Segundo o ministro da Fazenda, Dario Durigan, a equipe econômica está avaliando ajustes tanto na legislação do programa quanto na interação com as instituições financeiras. A meta é facilitar a participação de bancos privados, que até o momento têm demonstrado menor interesse em operar dentro do Move Brasil. Durigan destacou a necessidade de aprimorar a integração com as plataformas digitais para otimizar o acesso a dados de renda dos motoristas, um ponto crucial para a avaliação de crédito.
O ministro explicou que os bancos públicos, como Banco do Brasil e Caixa, têm liderado as operações de crédito, enquanto as instituições privadas apresentam um apetite menor, mesmo com as garantias oferecidas pelo governo. “Nós estamos sempre em contato para entender por que, mesmo com a garantia do governo, não tem tido a adesão que a gente inicialmente esperava”, afirmou Durigan. Apesar da adesão ainda não ter atingido as expectativas iniciais, o volume de operações é considerado relevante e o governo busca aprimorar as condições para aumentar o alcance do programa.

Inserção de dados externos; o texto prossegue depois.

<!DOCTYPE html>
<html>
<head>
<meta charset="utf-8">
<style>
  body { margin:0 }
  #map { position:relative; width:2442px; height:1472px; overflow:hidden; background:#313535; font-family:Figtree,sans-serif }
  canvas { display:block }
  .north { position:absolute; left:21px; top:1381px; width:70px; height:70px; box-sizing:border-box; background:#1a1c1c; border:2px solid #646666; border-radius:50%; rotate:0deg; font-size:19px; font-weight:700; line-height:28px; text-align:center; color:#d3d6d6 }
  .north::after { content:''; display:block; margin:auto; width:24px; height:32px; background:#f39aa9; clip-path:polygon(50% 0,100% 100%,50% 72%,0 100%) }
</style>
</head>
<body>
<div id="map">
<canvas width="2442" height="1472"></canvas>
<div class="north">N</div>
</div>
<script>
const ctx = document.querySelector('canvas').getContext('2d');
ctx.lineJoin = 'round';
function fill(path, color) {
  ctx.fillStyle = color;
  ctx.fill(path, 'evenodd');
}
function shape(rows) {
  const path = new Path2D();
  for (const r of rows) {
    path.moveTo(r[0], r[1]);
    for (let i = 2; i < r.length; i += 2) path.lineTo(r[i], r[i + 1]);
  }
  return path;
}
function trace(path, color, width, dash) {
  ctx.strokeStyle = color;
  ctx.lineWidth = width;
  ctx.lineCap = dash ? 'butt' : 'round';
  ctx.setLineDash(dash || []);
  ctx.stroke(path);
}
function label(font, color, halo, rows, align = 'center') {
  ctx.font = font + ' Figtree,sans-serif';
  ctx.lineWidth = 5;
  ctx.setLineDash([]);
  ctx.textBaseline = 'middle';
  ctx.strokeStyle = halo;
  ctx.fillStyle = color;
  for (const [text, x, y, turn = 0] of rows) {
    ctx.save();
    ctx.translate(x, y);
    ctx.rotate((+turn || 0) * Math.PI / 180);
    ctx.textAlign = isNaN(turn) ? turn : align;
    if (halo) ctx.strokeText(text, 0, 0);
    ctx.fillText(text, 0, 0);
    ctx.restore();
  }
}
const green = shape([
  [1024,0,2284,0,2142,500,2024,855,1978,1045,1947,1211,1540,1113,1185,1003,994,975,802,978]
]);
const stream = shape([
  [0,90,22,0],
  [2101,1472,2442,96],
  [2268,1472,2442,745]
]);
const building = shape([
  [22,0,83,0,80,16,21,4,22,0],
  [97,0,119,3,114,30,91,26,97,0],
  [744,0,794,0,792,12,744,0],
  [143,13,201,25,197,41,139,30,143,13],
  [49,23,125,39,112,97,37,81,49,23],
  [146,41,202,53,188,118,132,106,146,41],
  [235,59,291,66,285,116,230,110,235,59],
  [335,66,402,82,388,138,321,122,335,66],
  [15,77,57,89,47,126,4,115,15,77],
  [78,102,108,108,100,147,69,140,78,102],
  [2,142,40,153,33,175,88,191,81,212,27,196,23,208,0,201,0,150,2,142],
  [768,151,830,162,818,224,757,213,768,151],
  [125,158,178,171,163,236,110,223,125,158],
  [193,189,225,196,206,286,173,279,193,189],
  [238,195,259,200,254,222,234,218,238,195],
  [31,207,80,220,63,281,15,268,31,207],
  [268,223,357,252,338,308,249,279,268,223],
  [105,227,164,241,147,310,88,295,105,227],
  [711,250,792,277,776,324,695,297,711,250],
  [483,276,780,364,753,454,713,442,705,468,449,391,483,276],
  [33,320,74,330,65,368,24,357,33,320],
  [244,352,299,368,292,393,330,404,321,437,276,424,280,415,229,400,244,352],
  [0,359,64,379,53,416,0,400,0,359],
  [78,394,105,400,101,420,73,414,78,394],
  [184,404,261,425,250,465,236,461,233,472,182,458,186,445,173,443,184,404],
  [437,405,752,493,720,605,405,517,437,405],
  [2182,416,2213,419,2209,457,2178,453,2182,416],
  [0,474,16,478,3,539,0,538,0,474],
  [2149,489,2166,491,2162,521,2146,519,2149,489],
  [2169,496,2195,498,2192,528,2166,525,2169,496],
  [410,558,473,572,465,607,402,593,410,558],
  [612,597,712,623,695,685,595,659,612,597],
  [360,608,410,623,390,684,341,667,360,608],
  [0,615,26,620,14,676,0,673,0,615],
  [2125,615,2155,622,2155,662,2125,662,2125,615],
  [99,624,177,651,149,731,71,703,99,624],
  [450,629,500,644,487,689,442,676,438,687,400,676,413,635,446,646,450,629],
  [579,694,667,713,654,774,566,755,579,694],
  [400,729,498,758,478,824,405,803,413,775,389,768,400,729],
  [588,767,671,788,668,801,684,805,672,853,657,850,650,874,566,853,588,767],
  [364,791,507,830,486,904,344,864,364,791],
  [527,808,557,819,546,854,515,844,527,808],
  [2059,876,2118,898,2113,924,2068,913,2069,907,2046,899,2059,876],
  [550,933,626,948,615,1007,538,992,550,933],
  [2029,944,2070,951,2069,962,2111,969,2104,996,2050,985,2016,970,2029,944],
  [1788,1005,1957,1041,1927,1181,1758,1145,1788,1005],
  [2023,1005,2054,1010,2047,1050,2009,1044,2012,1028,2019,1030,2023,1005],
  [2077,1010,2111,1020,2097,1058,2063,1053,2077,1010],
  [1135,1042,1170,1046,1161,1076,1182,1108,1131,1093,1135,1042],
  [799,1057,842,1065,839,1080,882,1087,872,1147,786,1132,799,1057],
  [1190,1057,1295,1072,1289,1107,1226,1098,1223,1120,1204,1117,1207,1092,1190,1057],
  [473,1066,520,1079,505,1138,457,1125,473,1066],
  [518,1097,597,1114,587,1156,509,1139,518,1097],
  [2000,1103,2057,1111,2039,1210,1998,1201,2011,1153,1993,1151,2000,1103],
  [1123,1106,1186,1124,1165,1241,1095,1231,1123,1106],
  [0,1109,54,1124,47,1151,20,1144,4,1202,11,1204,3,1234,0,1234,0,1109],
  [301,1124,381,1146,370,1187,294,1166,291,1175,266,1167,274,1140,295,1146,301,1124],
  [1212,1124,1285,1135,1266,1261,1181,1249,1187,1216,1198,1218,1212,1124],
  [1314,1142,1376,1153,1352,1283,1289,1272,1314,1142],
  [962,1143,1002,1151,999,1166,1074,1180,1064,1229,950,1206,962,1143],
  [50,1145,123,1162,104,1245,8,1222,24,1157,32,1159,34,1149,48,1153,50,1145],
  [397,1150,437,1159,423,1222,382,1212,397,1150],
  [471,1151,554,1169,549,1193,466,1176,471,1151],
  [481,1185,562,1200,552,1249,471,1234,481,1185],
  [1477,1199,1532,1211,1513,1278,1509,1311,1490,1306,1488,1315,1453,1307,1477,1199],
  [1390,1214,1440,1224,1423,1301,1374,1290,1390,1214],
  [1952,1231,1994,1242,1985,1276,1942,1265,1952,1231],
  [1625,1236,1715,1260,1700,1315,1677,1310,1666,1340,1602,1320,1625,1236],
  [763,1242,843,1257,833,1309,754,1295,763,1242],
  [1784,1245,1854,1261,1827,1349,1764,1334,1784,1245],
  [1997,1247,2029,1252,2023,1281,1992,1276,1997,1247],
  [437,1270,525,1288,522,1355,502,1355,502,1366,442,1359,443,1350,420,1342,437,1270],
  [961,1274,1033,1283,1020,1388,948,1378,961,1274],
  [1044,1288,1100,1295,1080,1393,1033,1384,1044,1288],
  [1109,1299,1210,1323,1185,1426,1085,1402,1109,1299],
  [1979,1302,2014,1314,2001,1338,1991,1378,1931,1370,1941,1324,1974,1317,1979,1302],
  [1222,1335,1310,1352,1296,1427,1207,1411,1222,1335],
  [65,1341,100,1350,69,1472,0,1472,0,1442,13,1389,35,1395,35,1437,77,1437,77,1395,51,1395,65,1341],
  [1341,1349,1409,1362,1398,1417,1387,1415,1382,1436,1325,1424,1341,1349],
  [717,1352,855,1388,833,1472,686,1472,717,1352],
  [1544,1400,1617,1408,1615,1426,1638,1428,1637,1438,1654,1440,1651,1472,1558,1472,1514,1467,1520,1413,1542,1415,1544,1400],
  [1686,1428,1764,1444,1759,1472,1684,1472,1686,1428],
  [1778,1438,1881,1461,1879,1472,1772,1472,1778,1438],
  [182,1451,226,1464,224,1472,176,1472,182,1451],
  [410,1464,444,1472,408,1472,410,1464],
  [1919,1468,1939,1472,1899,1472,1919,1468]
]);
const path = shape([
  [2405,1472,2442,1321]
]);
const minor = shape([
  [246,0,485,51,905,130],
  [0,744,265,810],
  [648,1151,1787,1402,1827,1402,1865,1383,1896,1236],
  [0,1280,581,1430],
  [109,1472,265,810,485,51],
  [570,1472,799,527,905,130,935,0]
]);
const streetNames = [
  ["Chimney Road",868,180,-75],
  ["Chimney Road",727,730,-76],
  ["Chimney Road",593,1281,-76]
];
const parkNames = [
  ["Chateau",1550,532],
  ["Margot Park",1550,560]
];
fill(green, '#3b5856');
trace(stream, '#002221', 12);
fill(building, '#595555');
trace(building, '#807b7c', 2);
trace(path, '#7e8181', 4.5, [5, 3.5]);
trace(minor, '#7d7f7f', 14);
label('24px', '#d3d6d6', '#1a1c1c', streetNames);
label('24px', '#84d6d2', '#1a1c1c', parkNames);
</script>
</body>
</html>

Em paralelo, o governo também discutiu em reunião com o presidente Luiz Inácio Lula da Silva e outros ministros o balanço de outros programas de crédito, incluindo linhas para caminhoneiros, motociclistas, o programa Desenrola, e medidas de apoio a empresas. Outro tema abordado foi a resposta brasileira às tarifas impostas pelos Estados Unidos, com foco na aplicação da Lei de Reciprocidade Econômica. Durigan assegurou que a aplicação desse mecanismo será feita com cautela, priorizando a negociação diplomática e ouvindo os setores produtivos afetados, visando não prejudicar as relações comerciais com os EUA.